Fritz and Sheriff Richard Voorhaar did not want published on Election Day. Fritz was elected to office; Voorhaar was re-elected. Whether the St. Mary’s Today stories would have made a difference in voters’ choices will never be known.

     Apparently, based on advice from Richard Fritz, the deputies went to some trouble to make it appear that they were acting on their own time. 

     When they went out on the “newspaper caper” (overnight, November 3rd), most were off-duty, all were in civilian clothes (except for two guns sticking out from clothing), and they videotaped themselves paying for newspapers.

     The 4th Circuit looked through their guise and wrote, for example, that the store clerks selling St. Mary’s Today knew perfectly well who the deputies were:

     “One clerk testified that he sold the full supply of the paper to defendants because they were police officers, had a ‘real intimidating attitude,’ and made it ‘real apparent [that] they could make my life here a living hell.’ 

     So much for “private conduct.” 

     The deputies had another advantage because of their law enforcement jobs. 

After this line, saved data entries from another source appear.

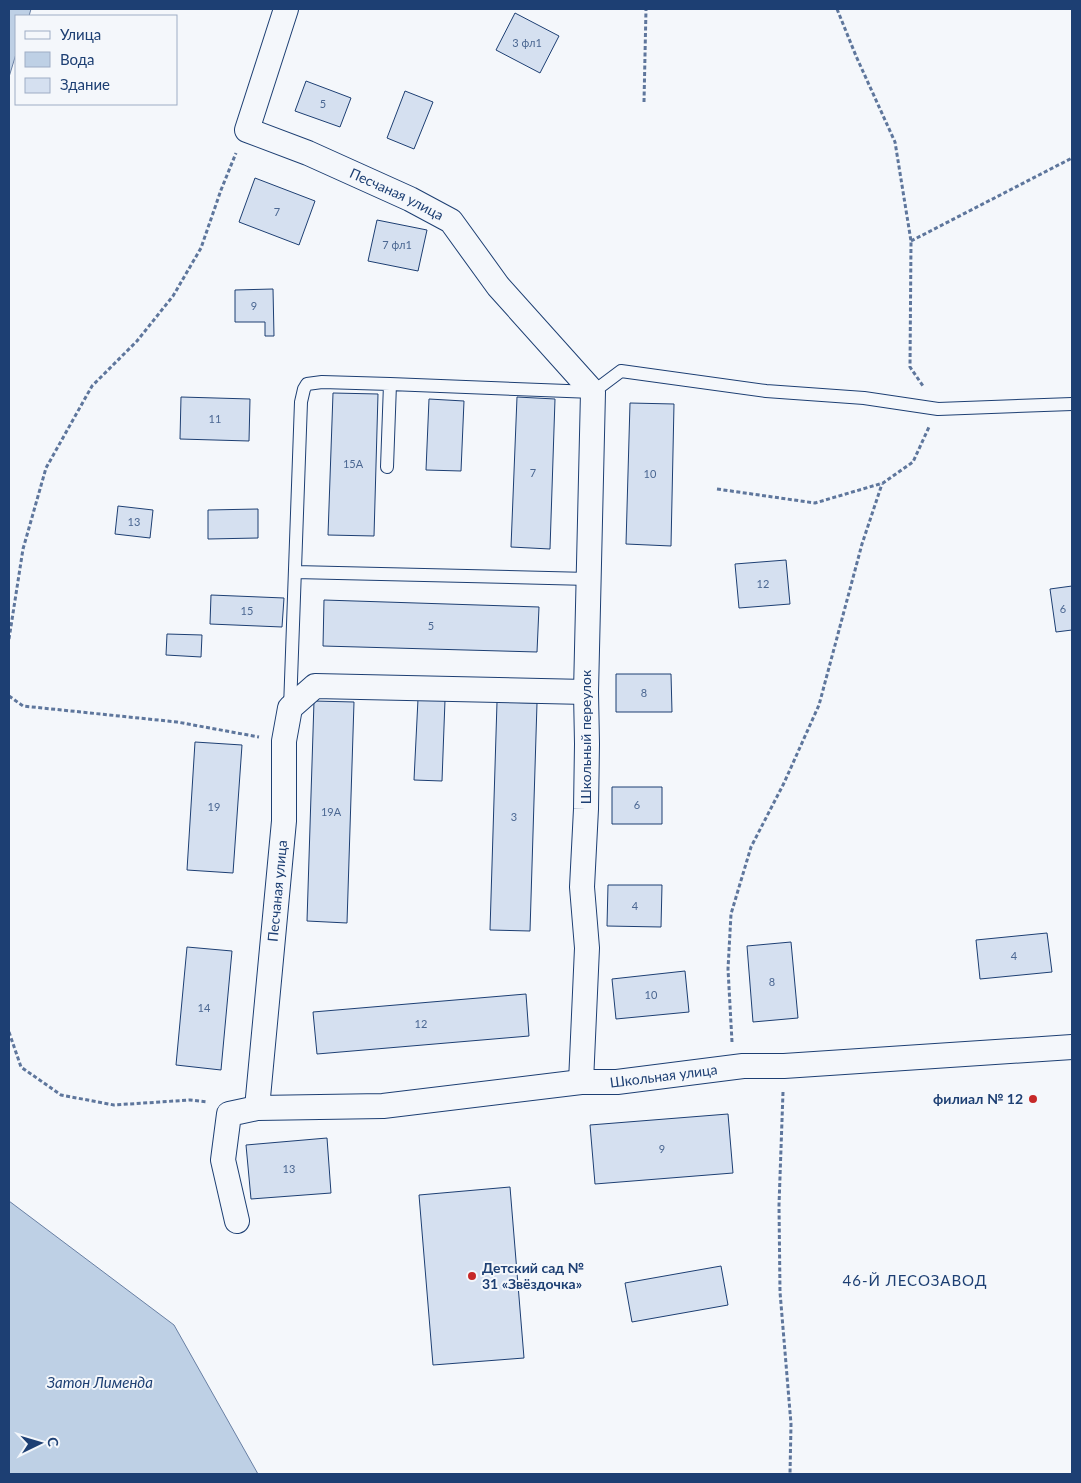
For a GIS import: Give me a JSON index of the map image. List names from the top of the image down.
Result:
{
  "streets": {
    "street": ["Песчаная улица", "Школьный переулок", "Школьная улица"]
  },
  "crossings": [
    ["Песчаная улица", "Школьный переулок"],
    ["Песчаная улица", "Школьная улица"],
    ["Школьный переулок", "Школьная улица"]
  ],
  "districts": ["46-Й ЛЕСОЗАВОД"],
  "water": ["Затон Лименда"],
  "places": ["филиал № 12", "Детский сад № 31 «Звёздочка»"],
  "house_numbers": [
    "3 фл1",
    "5",
    "7",
    "7 фл1",
    "9",
    "11",
    "15А",
    "7",
    "10",
    "13",
    "12",
    "6",
    "15",
    "5",
    "8",
    "6",
    "19",
    "19А",
    "3",
    "4",
    "4",
    "8",
    "10",
    "14",
    "12",
    "9",
    "13"
  ],
  "legend": ["Улица", "Вода", "Здание"],
  "north": "right"
}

     They could be confident, the court said, that they would not be prosecuted for violating Maryland’s Newspaper Theft Law because their boss, Sheriff Voorhaar, approved of their actions, and indeed, had contributed his own funds to the buyout. 

     Otherwise, the court said, “defendants’ efforts to prevent St. Mary’s County readers from reading Rossignol’s newspaper put them in direct peril of criminal prosecution under Maryland law.”

     It is odd that the deputies thought that paying for the newspaper would help at all. The law makes it a crime to take away newspapers with “the intent to prevent another from reading the newspapers.” Paying for the newspapers would have made no difference had the Maryland Attorney General, for example, made the decision to prosecute.

     Most important, the court said the officers took these actions because of circumstances arising from their public employment.

“The actions here arose out of public, not personal, circumstances. Where the sole intention of a public official is to suppress speech critical of his conduct of official duties or fitness for public office, his actions are more fairly attributable to the state.”

     This is the view argued by The Baltimore Sun against Governor Ehrlich’s decision to exclude two of their journalists from interviews. The Sun’s case is on appeal to this same court.

     The Rossignol decision ends with this: “The incident, in this case, may have taken place in America, but it belongs to a society much different and more oppressive than our own. If we were to sanction this conduct, we would point the way for other state officials to stifle public criticism of their policies and their performance. And we would leave particularly vulnerable this kind of paper in this kind of community. Alternative weeklies such as St. Mary’s Today may stir deep ire in the objects of their irreverence, but we can hardly say on that account that they play no useful part in the political dialogue. No doubt the public has formed over time its opinion of the paper’s responsibility and reputation. If defendants believed its attacks to be scurrilous, their remedy was either to undertake their own response or to initiate a defamation action. It was not for law enforcement to summon the organized force of the sheriff’s office to the cause of censorship and dispatch deputies on the errands of suppression in the dead of night.”